>>>

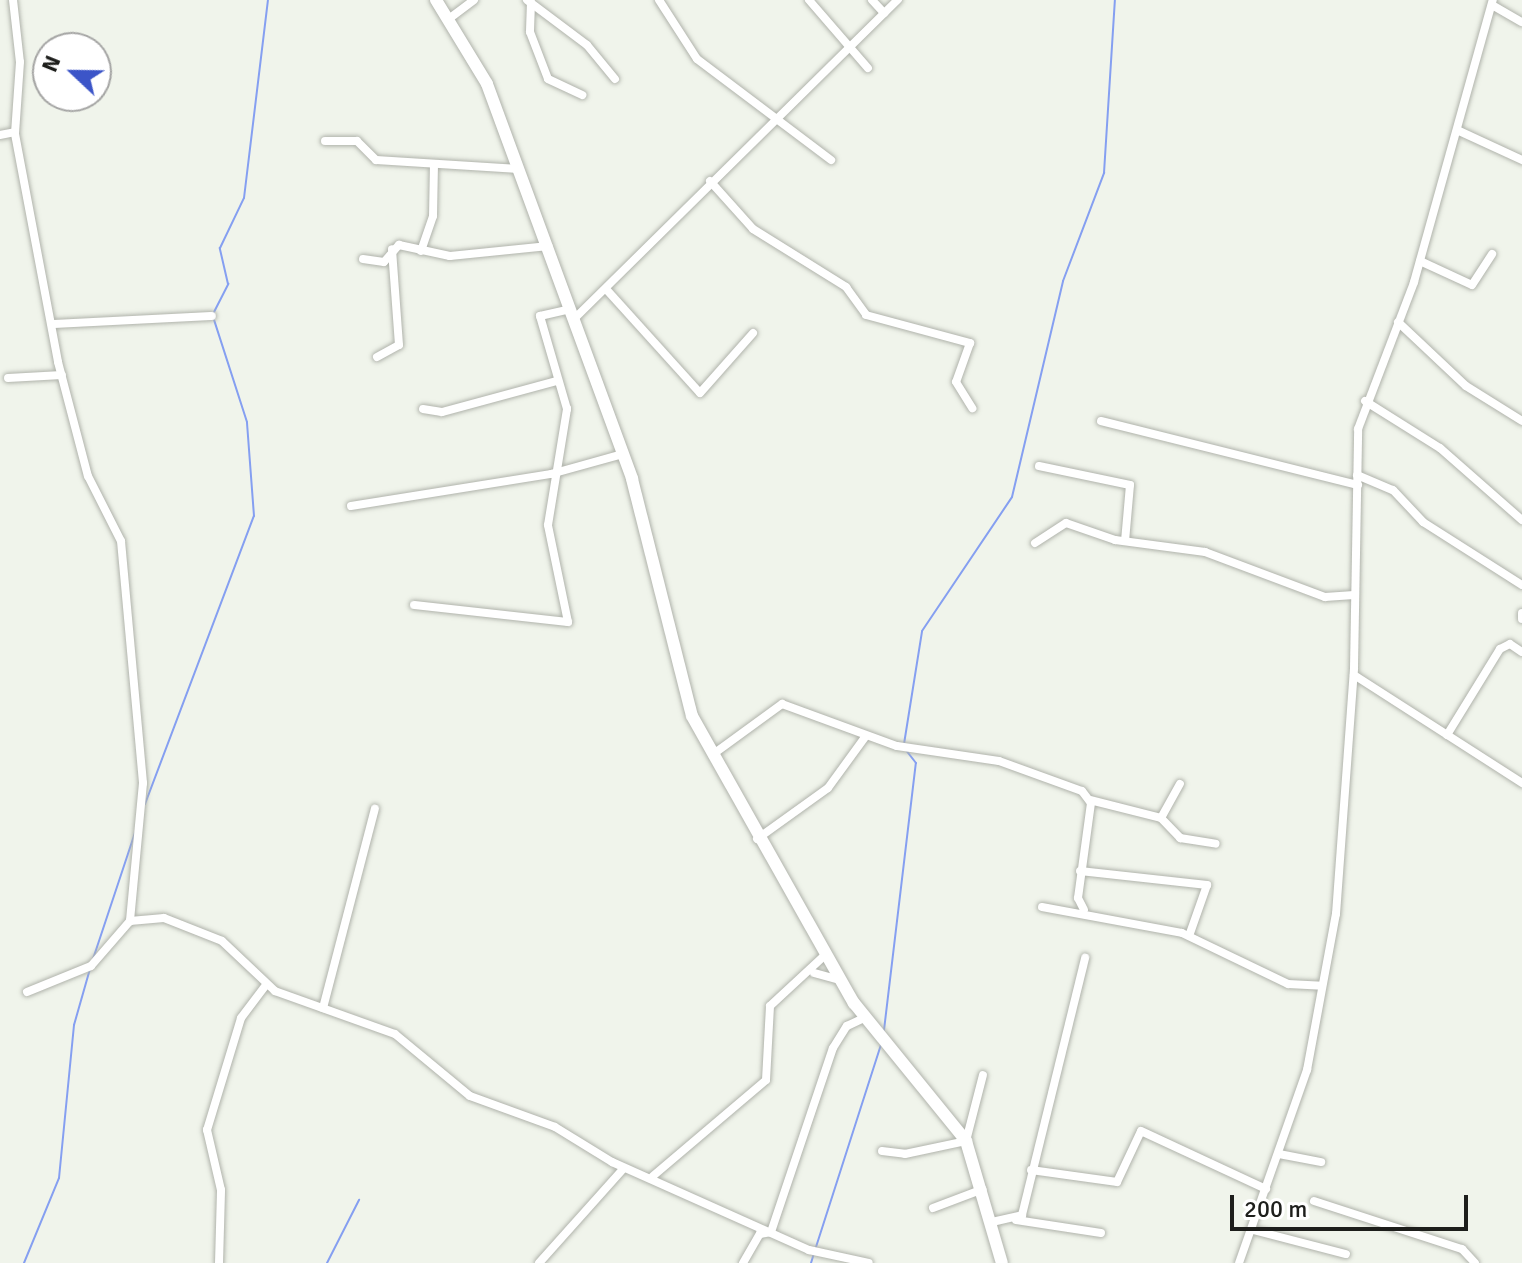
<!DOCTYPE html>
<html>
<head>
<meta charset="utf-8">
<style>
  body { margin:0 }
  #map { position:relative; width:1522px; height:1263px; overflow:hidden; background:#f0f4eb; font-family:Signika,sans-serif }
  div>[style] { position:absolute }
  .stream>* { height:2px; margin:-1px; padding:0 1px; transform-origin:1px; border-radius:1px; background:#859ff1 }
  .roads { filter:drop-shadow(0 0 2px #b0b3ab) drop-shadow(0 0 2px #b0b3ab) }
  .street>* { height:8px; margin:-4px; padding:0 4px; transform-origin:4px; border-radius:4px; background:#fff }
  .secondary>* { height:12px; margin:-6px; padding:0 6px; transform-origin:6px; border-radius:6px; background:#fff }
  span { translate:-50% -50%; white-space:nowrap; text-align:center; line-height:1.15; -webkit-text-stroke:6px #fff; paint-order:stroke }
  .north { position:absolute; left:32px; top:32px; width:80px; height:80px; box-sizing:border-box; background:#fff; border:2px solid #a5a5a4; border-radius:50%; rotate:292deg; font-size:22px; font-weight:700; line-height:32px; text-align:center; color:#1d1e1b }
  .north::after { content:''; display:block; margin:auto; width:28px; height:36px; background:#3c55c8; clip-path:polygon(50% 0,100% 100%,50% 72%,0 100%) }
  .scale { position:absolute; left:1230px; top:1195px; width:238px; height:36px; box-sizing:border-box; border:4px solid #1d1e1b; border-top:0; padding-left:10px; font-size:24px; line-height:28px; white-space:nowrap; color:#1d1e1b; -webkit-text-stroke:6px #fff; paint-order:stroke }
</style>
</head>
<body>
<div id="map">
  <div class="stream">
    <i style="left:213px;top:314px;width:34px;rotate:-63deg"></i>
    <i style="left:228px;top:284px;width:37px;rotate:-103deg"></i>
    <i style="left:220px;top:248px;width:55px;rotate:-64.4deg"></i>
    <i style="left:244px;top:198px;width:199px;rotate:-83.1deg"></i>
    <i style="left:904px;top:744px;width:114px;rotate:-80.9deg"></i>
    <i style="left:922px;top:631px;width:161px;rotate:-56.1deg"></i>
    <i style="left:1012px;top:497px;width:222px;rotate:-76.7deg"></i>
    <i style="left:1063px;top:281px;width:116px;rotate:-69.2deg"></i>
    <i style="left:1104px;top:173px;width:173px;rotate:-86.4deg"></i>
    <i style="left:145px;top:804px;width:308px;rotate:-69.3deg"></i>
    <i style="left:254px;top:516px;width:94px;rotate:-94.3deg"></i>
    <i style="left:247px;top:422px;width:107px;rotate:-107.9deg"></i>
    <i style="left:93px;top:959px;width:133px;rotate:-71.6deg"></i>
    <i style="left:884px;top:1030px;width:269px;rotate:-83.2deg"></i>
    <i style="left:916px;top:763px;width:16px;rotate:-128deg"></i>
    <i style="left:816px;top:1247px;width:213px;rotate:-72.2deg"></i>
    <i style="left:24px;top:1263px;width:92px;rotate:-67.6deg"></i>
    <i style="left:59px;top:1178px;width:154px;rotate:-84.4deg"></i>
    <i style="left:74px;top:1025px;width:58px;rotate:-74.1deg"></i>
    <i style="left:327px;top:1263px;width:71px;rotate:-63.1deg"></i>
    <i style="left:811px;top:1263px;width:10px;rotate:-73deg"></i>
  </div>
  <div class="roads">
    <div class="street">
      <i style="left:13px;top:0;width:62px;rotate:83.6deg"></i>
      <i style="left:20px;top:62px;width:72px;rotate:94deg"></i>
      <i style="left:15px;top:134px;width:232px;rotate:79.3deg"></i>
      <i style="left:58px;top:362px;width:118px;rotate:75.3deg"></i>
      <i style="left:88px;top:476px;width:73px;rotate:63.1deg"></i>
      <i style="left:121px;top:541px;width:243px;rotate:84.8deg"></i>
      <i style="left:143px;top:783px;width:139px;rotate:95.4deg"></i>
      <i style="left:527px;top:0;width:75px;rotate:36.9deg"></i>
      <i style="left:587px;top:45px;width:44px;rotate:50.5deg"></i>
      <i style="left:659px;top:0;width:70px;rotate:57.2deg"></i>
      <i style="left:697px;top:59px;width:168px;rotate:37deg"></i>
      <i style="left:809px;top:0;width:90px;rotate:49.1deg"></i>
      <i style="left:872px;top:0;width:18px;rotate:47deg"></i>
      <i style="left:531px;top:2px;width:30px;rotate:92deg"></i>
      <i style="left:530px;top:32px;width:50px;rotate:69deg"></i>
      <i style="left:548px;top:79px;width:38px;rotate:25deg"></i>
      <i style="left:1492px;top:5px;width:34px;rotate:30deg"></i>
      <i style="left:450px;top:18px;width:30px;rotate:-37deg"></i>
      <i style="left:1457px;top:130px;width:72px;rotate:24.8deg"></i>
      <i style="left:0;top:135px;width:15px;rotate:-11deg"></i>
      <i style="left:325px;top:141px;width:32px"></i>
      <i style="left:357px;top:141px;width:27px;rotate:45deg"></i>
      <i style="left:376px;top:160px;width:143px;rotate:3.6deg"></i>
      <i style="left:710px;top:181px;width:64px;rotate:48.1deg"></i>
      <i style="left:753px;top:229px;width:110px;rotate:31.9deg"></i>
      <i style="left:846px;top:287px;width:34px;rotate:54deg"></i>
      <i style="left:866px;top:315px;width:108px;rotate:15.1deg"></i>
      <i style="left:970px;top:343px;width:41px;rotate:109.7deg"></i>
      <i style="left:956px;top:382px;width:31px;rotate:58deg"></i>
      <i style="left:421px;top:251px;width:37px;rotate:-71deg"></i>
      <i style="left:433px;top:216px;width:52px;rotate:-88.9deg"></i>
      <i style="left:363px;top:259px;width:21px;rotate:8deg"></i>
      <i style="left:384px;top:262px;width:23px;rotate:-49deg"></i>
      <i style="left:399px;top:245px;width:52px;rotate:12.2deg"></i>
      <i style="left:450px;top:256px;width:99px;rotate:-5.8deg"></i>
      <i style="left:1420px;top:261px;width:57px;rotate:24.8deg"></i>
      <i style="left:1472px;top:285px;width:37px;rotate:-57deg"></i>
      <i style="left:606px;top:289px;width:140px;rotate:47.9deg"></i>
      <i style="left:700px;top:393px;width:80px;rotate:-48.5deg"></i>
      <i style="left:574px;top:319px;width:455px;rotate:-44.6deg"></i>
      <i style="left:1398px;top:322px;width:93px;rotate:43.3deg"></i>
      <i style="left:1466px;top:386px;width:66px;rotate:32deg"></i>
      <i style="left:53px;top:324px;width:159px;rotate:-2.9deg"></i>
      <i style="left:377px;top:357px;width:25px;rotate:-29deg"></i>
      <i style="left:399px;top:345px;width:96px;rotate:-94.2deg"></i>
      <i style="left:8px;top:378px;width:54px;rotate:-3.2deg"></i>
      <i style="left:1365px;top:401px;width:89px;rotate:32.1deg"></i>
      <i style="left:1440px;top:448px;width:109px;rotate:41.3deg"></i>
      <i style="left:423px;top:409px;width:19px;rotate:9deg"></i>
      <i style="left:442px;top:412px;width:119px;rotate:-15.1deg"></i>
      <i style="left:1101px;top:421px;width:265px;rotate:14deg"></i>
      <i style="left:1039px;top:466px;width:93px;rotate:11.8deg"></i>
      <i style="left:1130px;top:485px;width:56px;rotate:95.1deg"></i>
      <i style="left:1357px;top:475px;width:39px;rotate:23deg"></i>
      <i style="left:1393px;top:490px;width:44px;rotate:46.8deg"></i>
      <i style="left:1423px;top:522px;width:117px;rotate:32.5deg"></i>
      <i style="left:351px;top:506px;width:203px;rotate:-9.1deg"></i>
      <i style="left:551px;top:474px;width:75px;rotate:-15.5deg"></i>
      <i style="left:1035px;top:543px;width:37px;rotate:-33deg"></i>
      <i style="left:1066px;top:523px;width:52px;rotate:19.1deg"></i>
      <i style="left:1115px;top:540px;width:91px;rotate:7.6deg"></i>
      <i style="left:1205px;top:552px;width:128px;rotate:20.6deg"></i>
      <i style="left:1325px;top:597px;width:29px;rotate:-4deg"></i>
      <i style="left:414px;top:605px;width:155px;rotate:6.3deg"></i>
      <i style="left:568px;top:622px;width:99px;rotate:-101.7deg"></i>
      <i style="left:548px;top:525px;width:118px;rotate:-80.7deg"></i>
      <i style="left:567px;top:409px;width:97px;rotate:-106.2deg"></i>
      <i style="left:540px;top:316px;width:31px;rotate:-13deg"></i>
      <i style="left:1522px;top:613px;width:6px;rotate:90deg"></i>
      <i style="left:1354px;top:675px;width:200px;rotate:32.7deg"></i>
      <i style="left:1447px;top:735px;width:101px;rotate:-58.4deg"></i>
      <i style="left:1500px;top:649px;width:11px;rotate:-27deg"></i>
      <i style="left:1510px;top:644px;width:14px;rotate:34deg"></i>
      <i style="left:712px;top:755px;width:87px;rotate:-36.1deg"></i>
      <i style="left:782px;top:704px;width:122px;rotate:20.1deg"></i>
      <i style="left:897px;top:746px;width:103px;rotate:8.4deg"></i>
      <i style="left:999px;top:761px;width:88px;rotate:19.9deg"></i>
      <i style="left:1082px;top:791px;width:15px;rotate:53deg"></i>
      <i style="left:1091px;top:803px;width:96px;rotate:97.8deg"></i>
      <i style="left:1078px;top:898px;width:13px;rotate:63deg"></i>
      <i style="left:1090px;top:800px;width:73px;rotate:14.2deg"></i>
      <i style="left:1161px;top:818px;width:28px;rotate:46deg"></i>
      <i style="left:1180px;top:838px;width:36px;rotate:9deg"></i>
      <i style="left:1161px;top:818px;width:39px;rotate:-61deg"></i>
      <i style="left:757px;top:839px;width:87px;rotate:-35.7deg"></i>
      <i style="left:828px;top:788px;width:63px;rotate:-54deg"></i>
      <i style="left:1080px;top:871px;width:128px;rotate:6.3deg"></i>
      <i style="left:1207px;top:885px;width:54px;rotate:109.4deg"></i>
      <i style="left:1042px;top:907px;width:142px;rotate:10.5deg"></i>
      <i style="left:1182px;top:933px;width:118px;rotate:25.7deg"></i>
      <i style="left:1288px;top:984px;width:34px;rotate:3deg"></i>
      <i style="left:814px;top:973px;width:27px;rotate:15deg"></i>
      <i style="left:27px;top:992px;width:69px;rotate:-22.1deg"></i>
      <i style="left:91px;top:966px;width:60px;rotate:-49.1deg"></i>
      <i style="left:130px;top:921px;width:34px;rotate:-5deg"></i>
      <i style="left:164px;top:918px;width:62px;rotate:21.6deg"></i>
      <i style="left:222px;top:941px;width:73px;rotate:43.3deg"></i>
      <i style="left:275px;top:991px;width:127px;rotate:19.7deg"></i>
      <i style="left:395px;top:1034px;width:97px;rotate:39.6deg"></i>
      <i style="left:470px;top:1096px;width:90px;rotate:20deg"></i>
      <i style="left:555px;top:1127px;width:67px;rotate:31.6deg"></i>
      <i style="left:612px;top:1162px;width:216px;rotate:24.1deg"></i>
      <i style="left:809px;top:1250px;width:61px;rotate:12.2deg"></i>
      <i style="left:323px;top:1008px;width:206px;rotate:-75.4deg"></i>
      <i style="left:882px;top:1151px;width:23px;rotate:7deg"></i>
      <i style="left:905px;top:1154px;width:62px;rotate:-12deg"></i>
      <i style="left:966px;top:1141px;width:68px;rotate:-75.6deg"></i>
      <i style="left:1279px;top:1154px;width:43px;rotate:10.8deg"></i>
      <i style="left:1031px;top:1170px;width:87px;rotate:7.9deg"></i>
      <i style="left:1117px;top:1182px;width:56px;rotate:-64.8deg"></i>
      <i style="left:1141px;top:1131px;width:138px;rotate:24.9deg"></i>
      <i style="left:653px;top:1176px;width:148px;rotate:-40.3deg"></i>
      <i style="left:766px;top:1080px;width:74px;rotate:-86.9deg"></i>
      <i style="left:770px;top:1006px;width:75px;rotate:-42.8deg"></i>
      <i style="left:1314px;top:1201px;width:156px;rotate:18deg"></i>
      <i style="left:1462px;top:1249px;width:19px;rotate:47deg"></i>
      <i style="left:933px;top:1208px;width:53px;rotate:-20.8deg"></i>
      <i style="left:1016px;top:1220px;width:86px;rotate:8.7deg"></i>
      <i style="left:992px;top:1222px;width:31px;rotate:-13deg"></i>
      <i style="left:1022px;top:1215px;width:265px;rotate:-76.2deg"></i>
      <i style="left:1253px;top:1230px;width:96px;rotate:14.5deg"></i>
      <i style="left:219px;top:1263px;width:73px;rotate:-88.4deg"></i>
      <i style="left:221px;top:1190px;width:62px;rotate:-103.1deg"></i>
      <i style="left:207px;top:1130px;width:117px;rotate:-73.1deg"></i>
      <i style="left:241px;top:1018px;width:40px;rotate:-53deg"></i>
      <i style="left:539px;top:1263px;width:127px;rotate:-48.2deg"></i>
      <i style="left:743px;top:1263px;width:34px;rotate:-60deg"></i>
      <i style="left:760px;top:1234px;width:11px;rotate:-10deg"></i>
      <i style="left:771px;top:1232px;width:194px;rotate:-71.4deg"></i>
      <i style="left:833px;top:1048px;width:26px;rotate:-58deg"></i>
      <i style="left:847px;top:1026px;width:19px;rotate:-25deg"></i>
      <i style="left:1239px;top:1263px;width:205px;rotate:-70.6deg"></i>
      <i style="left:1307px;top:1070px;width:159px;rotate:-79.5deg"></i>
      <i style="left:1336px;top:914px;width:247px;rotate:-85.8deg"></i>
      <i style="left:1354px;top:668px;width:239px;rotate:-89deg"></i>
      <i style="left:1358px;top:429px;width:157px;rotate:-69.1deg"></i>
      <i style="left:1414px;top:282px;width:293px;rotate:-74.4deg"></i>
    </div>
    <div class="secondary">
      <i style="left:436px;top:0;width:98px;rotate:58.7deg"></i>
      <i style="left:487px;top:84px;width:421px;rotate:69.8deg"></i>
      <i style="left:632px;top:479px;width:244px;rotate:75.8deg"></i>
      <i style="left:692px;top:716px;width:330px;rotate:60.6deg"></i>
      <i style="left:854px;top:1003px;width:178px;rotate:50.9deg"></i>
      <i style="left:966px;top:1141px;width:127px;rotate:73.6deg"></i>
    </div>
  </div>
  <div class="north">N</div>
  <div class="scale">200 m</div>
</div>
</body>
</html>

<<<

**Goal of the exercise**
In the listing above, find the line with "position:relative; width:1522px; height:1263px;" and the line with "position:absolute; left:32px; top:32px;"; set down exactly those two lines and every line between them, nothing more.

**Response area**
  #map { position:relative; width:1522px; height:1263px; overflow:hidden; background:#f0f4eb; font-family:Signika,sans-serif }
  div>[style] { position:absolute }
  .stream>* { height:2px; margin:-1px; padding:0 1px; transform-origin:1px; border-radius:1px; background:#859ff1 }
  .roads { filter:drop-shadow(0 0 2px #b0b3ab) drop-shadow(0 0 2px #b0b3ab) }
  .street>* { height:8px; margin:-4px; padding:0 4px; transform-origin:4px; border-radius:4px; background:#fff }
  .secondary>* { height:12px; margin:-6px; padding:0 6px; transform-origin:6px; border-radius:6px; background:#fff }
  span { translate:-50% -50%; white-space:nowrap; text-align:center; line-height:1.15; -webkit-text-stroke:6px #fff; paint-order:stroke }
  .north { position:absolute; left:32px; top:32px; width:80px; height:80px; box-sizing:border-box; background:#fff; border:2px solid #a5a5a4; border-radius:50%; rotate:292deg; font-size:22px; font-weight:700; line-height:32px; text-align:center; color:#1d1e1b }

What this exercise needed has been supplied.